# Your instructions
All lines from the one with "Dump the readable" through the close of the records below are to be set down exactly, and no others.

[Stored data entries]
------------

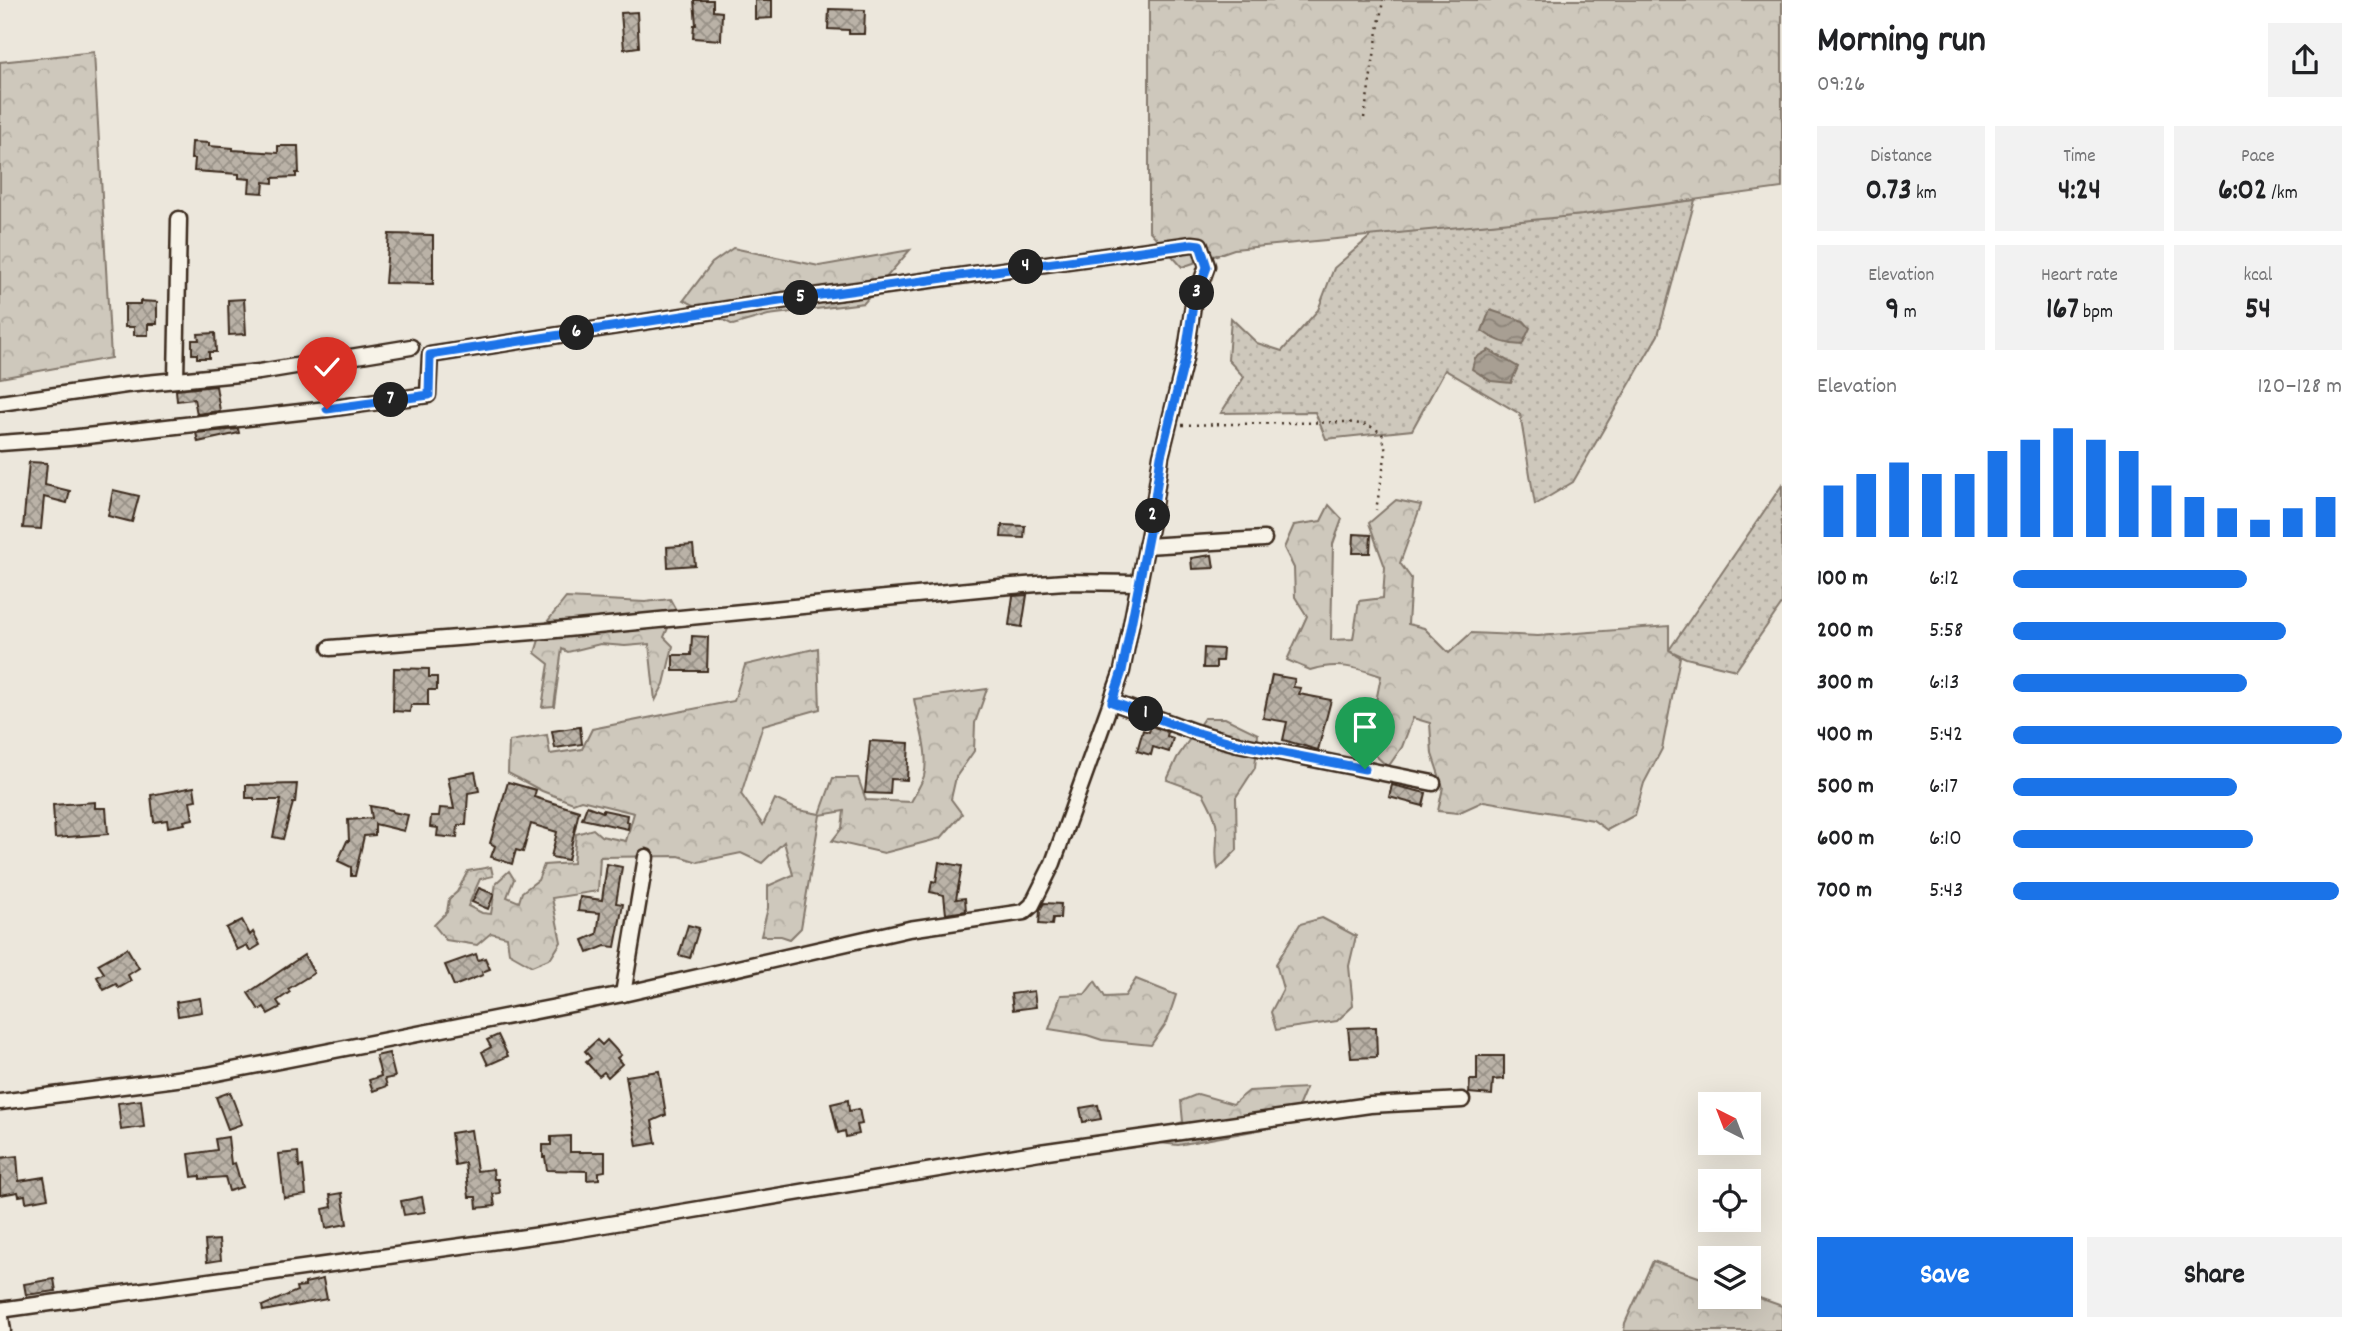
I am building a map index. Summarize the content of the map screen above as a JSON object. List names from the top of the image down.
{
  "north": "top left",
  "page": {
    "heading": ["Morning run", "09:26"],
    "stats": [
      ["Distance", "0.73 km"],
      ["Time", "4:24"],
      ["Pace", "6:02 /km"],
      ["Elevation", "9 m"],
      ["Heart rate", "167 bpm"],
      ["kcal", "54"]
    ],
    "pins": [
      "4",
      "3",
      "5",
      "6",
      "7",
      "2",
      "1"
    ],
    "chart": ["Elevation", "120–128 m"],
    "list": [
      {
        "name": "100 m",
        "note": "6:12"
      },
      {
        "name": "200 m",
        "note": "5:58"
      },
      {
        "name": "300 m",
        "note": "6:13"
      },
      {
        "name": "400 m",
        "note": "5:42"
      },
      {
        "name": "500 m",
        "note": "6:17"
      },
      {
        "name": "600 m",
        "note": "6:10"
      },
      {
        "name": "700 m",
        "note": "5:43"
      }
    ],
    "buttons": ["Save", "Share"]
  }
}
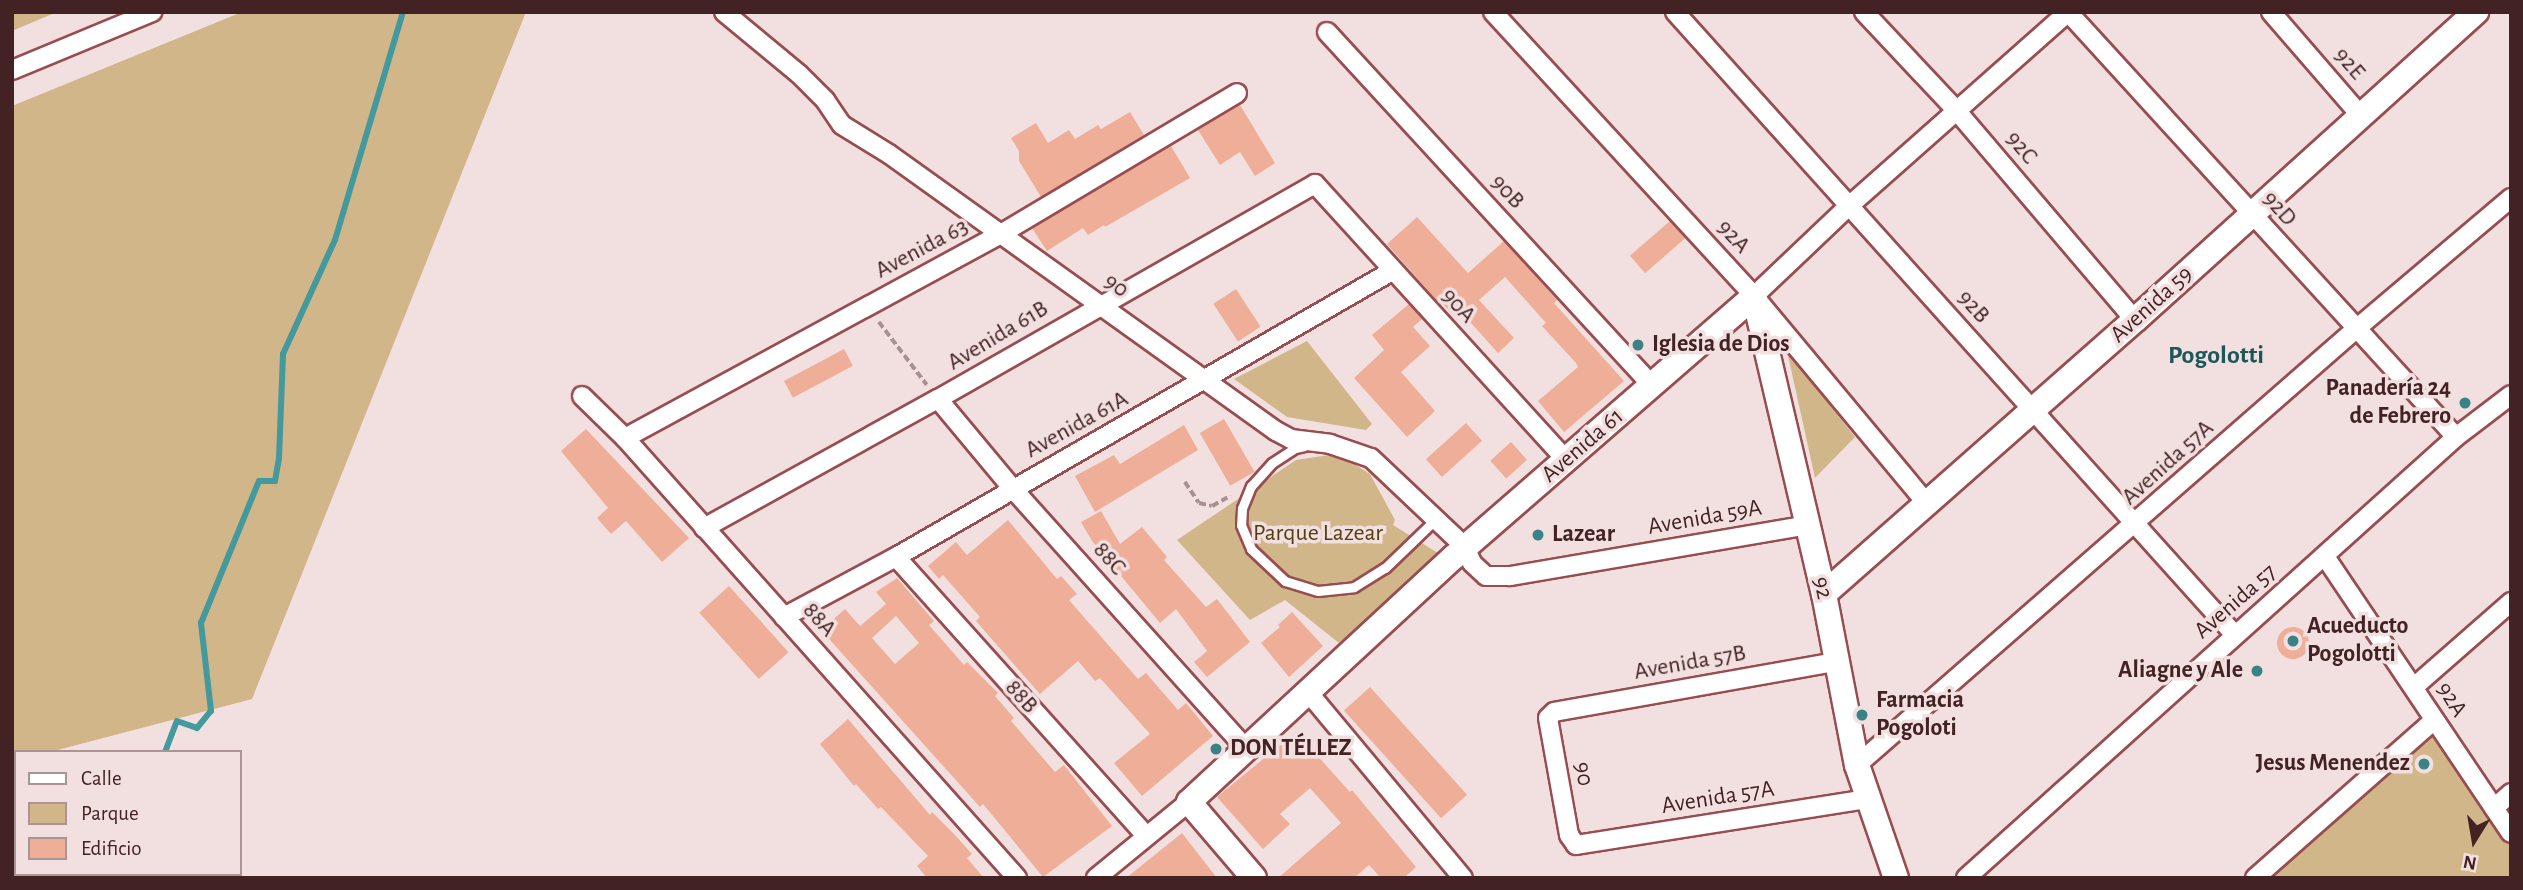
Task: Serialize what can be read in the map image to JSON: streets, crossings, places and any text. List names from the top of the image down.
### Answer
{
  "streets": {
    "street": [
      "92E",
      "92C",
      "90B",
      "92D",
      "92A",
      "Avenida 63",
      "90",
      "Avenida 59",
      "90A",
      "92B",
      "Avenida 61B",
      "Avenida 61A",
      "Avenida 61",
      "Avenida 57A",
      "Avenida 59A",
      "88C",
      "92",
      "Avenida 57",
      "88A",
      "Avenida 57B",
      "88B"
    ]
  },
  "crossings": [
    ["92E", "Avenida 59"],
    ["92C", "Avenida 59"],
    ["92C", "Avenida 61"],
    ["90B", "Avenida 61"],
    ["92D", "Avenida 59"],
    ["92D", "Avenida 61"],
    ["92D", "Avenida 57A"],
    ["92D", "Avenida 57"],
    ["92A", "Avenida 59"],
    ["92A", "Avenida 61"],
    ["92A", "92"],
    ["92A", "Avenida 57"],
    ["Avenida 63", "90"],
    ["Avenida 63", "88A"],
    ["90", "Avenida 61B"],
    ["90", "Avenida 61A"],
    ["90", "Avenida 61"],
    ["90", "Avenida 57A"],
    ["90", "Avenida 59A"],
    ["90", "Avenida 57B"],
    ["Avenida 59", "92B"],
    ["Avenida 59", "92"],
    ["90A", "Avenida 61B"],
    ["90A", "Avenida 61A"],
    ["90A", "Avenida 61"],
    ["92B", "Avenida 61"],
    ["92B", "Avenida 57A"],
    ["92B", "Avenida 57"],
    ["Avenida 61B", "88C"],
    ["Avenida 61B", "88A"],
    ["Avenida 61A", "88C"],
    ["Avenida 61A", "88A"],
    ["Avenida 61A", "88B"],
    ["Avenida 61", "88C"],
    ["Avenida 61", "92"],
    ["Avenida 61", "88B"],
    ["Avenida 57A", "92"],
    ["Avenida 59A", "92"],
    ["92", "Avenida 57B"]
  ],
  "districts": ["Pogolotti"],
  "parks": ["Parque Lazear"],
  "places": [
    "Iglesia de Dios",
    "Panadería 24 de Febrero",
    "Lazear",
    "Acueducto Pogolotti",
    "Aliagne y Ale",
    "Farmacia Pogoloti",
    "DON TÉLLEZ",
    "Jesus Menendez"
  ],
  "legend": ["Calle", "Parque", "Edificio"],
  "north": "bottom"
}
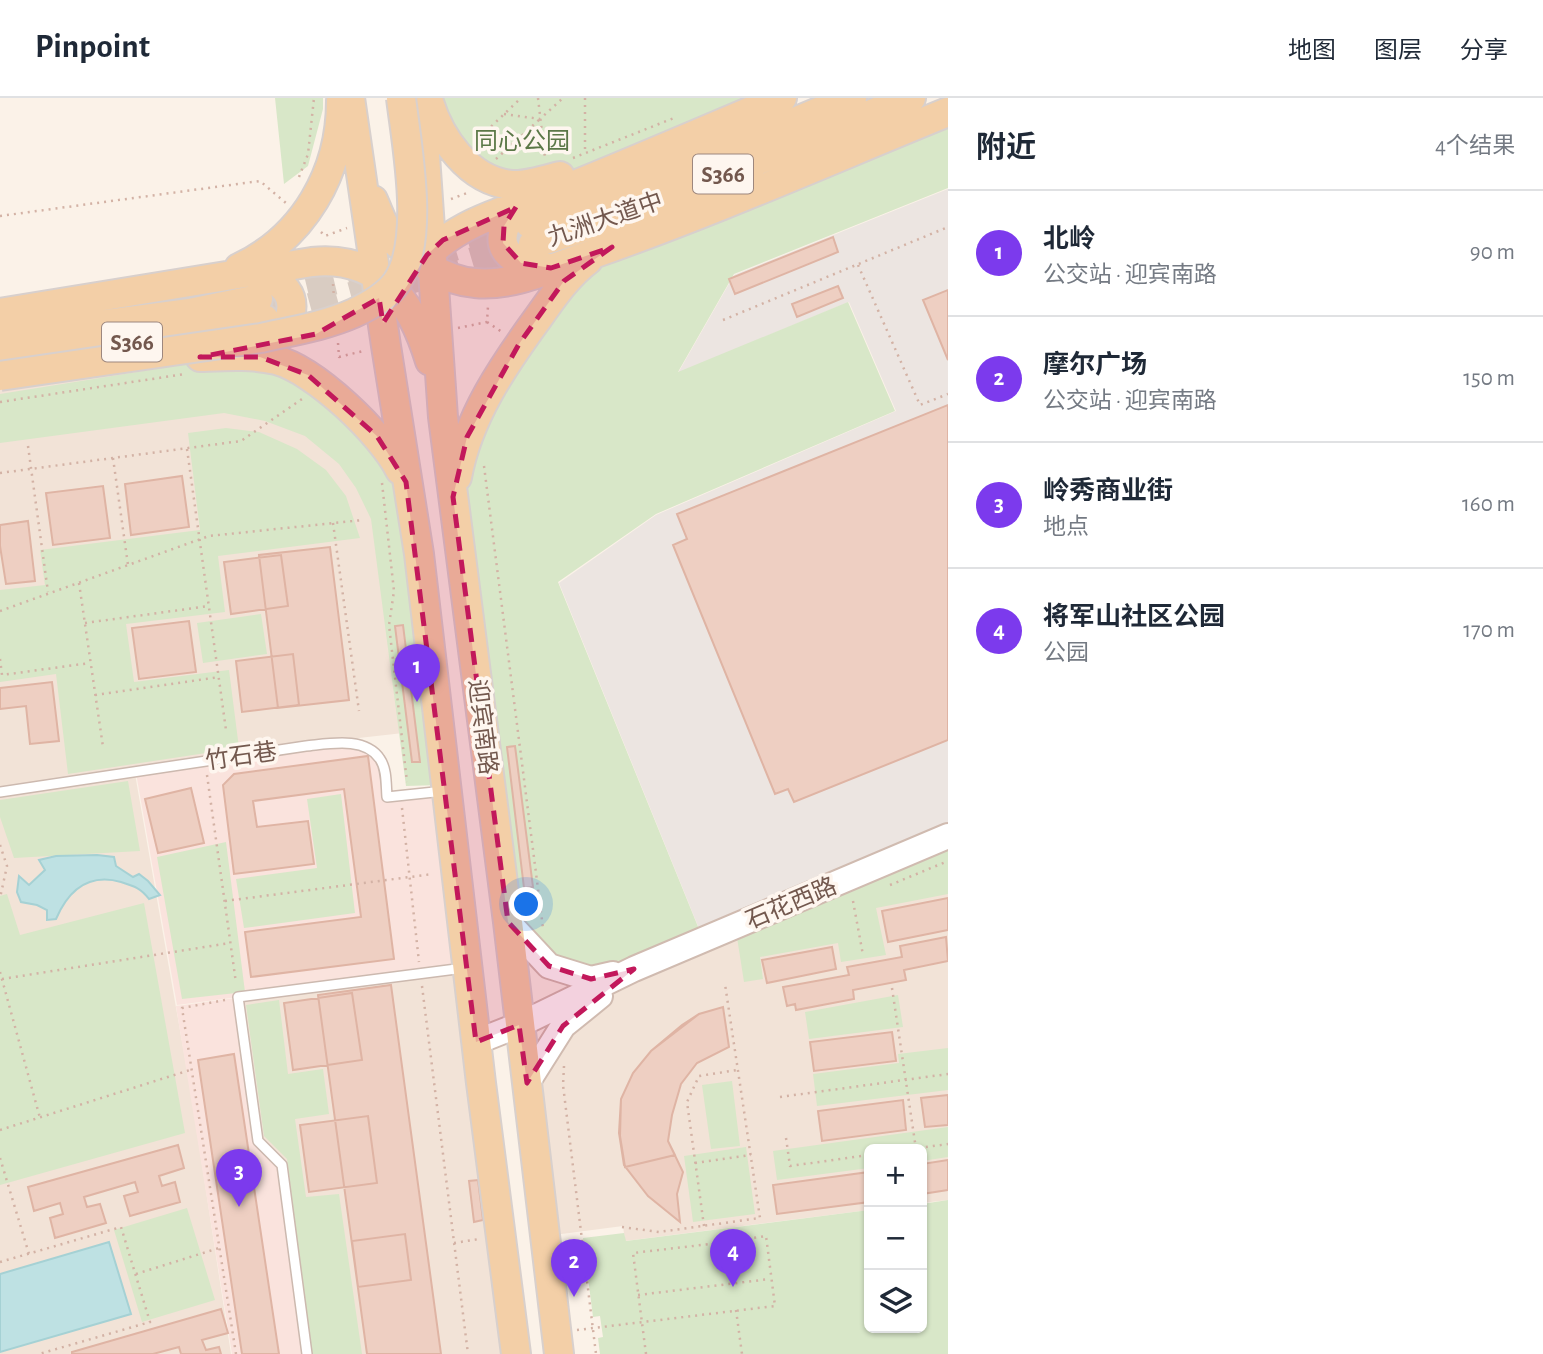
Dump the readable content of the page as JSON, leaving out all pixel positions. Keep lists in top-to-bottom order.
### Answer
{
  "streets": {
    "main road": [
      "S366",
      "九洲大道中",
      "迎宾南路",
      "石花西路"
    ],
    "lane": ["竹石巷"]
  },
  "parks": ["同心公园"],
  "page": {
    "header": "Pinpoint",
    "nav": ["地图", "图层", "分享"],
    "heading": ["附近", "4个结果"],
    "list": [
      {
        "mark": "1",
        "name": "北岭",
        "note": "公交站 · 迎宾南路",
        "value": "90 m"
      },
      {
        "mark": "2",
        "name": "摩尔广场",
        "note": "公交站 · 迎宾南路",
        "value": "150 m"
      },
      {
        "mark": "3",
        "name": "岭秀商业街",
        "note": "地点",
        "value": "160 m"
      },
      {
        "mark": "4",
        "name": "将军山社区公园",
        "note": "公园",
        "value": "170 m"
      }
    ],
    "pins": [
      "1",
      "3",
      "4",
      "2"
    ],
    "map_buttons": ["+", "−"]
  }
}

------------

# Task output
Dump the readable content of the page as JSON, leaving out all pixel positions. Keep lists in top-to-bottom order.
### Answer
{
  "streets": {
    "main road": [
      "S366",
      "九洲大道中",
      "迎宾南路",
      "石花西路"
    ],
    "lane": ["竹石巷"]
  },
  "parks": ["同心公园"],
  "page": {
    "header": "Pinpoint",
    "nav": ["地图", "图层", "分享"],
    "heading": ["附近", "4个结果"],
    "list": [
      {
        "mark": "1",
        "name": "北岭",
        "note": "公交站 · 迎宾南路",
        "value": "90 m"
      },
      {
        "mark": "2",
        "name": "摩尔广场",
        "note": "公交站 · 迎宾南路",
        "value": "150 m"
      },
      {
        "mark": "3",
        "name": "岭秀商业街",
        "note": "地点",
        "value": "160 m"
      },
      {
        "mark": "4",
        "name": "将军山社区公园",
        "note": "公园",
        "value": "170 m"
      }
    ],
    "pins": [
      "1",
      "3",
      "4",
      "2"
    ],
    "map_buttons": ["+", "−"]
  }
}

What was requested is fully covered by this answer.